This blog takes a brief look at what is happening in the world of wildcat conservation, and at the re-introduction of other species with widespread popular appeal, known as “charismatic” species.
The Scottish Wildcat Conservation Action Plan
Urgent action is needed to save Scotland’s remaining wildcats. Numbers are in decline, mainly through hybridisation with domestic cats.
The Scottish Wildcat Conservation Action Plan (2013-19) aims to be the foundation of a plan to restore viable populations. There are currently no reliable population estimates for the number of wildcats in Scotland – they are difficult to see and distinguish from hybrids. Surveys have established that they mainly live north of the Highland Boundary Fault line.
Research in 2014 suggested there were between 100 and 300 Scottish wildcats left, and the results are currently being analysed of a Scottish Wildcat Action survey of priority areas using 347 trail cameras, the largest survey ever conducted for this species.
This Conservation Action Plan is co-ordinated by Scottish Natural Heritage and is owned by the Scottish Wildcat Conservation Action Group. The plan has been developed in consultation with other experts involved in wildcat conservation.
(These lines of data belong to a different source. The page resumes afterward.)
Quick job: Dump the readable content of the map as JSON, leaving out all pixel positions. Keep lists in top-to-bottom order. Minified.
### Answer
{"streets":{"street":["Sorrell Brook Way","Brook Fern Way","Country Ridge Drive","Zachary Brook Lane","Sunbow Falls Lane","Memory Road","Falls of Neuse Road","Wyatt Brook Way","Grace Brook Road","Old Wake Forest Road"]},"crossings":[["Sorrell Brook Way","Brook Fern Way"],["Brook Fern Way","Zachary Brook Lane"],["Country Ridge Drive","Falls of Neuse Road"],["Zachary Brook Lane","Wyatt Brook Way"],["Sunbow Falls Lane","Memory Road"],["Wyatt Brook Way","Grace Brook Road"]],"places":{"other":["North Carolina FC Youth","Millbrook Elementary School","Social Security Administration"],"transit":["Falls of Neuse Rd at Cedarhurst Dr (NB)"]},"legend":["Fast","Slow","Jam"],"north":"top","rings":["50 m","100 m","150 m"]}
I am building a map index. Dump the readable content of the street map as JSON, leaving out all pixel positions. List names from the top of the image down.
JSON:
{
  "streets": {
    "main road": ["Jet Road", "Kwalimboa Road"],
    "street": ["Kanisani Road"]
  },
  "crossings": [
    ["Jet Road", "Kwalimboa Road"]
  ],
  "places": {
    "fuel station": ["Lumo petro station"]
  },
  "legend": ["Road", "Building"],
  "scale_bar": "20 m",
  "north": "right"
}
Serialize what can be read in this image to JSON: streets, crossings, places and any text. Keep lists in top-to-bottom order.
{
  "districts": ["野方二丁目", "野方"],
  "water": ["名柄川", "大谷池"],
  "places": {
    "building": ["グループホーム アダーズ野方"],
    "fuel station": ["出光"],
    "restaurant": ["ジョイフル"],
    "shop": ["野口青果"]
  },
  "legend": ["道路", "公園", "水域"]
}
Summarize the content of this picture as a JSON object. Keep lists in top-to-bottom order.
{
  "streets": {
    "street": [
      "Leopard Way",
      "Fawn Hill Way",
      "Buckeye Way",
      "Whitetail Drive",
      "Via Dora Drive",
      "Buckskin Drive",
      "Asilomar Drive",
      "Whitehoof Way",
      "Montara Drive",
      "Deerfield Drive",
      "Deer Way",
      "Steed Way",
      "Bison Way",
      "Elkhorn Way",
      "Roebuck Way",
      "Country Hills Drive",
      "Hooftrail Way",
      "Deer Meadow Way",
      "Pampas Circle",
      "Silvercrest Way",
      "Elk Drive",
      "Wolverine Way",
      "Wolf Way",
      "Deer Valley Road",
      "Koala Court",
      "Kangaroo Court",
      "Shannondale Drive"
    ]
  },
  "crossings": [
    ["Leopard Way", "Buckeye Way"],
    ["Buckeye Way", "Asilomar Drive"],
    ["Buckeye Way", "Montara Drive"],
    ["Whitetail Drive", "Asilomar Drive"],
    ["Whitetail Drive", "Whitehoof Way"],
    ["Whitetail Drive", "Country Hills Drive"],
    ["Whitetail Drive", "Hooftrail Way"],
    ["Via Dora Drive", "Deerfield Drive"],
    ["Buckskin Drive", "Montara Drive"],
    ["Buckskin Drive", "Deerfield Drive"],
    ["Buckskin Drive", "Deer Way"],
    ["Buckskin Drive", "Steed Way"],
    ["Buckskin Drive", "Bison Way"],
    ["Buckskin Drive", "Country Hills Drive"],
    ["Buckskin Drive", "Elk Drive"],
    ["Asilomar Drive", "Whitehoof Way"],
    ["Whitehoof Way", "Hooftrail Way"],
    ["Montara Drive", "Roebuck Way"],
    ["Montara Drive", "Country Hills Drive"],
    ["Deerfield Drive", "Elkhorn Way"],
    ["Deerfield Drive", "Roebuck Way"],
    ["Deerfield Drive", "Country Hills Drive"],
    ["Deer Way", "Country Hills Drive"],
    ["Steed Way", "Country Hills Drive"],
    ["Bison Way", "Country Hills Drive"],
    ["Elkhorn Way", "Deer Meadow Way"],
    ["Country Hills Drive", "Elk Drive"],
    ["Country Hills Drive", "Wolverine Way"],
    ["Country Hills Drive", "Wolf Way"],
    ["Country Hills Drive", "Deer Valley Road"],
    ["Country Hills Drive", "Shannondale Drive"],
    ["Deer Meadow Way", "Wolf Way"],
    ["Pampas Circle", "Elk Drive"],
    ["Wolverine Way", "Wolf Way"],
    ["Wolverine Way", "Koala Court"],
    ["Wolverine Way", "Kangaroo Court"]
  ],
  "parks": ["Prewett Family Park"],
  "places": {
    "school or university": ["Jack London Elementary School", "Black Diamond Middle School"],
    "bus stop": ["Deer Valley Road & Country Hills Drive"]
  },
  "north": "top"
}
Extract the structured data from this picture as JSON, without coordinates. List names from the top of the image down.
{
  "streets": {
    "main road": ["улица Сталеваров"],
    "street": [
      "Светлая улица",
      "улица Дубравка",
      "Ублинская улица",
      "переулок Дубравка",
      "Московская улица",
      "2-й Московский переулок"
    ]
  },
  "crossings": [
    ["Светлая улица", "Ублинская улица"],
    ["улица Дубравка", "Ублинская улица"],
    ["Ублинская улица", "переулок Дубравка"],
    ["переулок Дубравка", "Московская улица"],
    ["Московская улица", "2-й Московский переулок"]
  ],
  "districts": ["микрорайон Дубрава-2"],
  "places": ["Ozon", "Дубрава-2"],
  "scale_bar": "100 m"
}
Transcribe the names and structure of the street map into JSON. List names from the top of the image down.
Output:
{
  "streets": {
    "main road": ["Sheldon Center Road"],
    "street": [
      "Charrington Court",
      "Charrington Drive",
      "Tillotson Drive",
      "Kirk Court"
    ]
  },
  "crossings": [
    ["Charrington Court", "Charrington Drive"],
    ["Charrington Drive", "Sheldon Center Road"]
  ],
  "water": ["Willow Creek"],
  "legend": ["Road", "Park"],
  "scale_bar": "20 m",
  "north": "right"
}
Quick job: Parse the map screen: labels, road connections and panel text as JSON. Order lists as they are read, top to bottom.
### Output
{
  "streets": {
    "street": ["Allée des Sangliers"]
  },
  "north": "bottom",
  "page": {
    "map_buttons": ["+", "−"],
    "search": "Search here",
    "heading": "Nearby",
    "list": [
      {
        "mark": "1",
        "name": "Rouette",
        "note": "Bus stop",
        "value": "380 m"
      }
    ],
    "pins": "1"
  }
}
Scottish wildcats are a European Protected Species and are fully protected under the Conservation (Natural Habitats, &c.) Regulations 1994 (as amended) or the “Habitats Regulations”, as they are usually referred to.
This means it is an offence to deliberately or recklessly:
- capture, injure, kill or harass a wildcat
- disturb a wildcat in a den or any other structure or place it uses for shelter or protection
- disturb a wildcat while it is rearing or otherwise caring for its young
- obstruct access to a den or other structure or place wildcats use for shelter or protection or otherwise deny the animal use of that place.
Top threats to wildcats and priority conservation actions
Hybridisation, or inter-breeding, is when Scottish wildcats breed with domestic cats or hybrids of the two and produce fertile offspring. This is the main threat to Scottish wildcats, as the offspring are a mixture both in their appearance and genetically. Without intervention, hybridisation could cause the loss of the wildcat as a distinct species.
Other threats include disease, particularly disease spread from feral cats, and accidental persecution if they are confused with feral cats.
Priority areas for wildcat conservation, as well as work to better understand the population status, are
- the neutering and vaccinating of feral cats
- encouraging pet owners to microchip their cats
- working with land managers to train them how to identify wildcats.
A conservation breeding programme has also begun at the Royal Zoological Society of Scotland for later releasing into the wild to bolster population numbers.
Re-introduction of other “charismatic” species
There have been broader calls to re-introduce other ‘charismatic’ species, such as beaver and lynx. There are plans under development to re-introduce lynx to the Kielder Forest on the Anglo-Scottish border by the Lynx UK Trust, where six Eurasian lynxes could be imported from Sweden. The Scottish Government is being consulted on this and it is still under consideration.
Legal protection of beavers
In 2009, the first wild beavers were released in Scotland in over 400 years under the Scottish Beaver Trial in Knapdale Forest in Argyll. The Scottish Government announced in 2016 that these beavers will remain in Scotland and are preparing to provide beavers in Scotland with legal protection, subject to a Parliamentary vote. This work ought to be completed by the end of this year. Legal protection would classify beavers as a European Protected Species This means it would be an offence to kill or injure any beaver, or deliberately disturb a beaver during breeding or rearing periods. Breeding and resting sites would also be protected.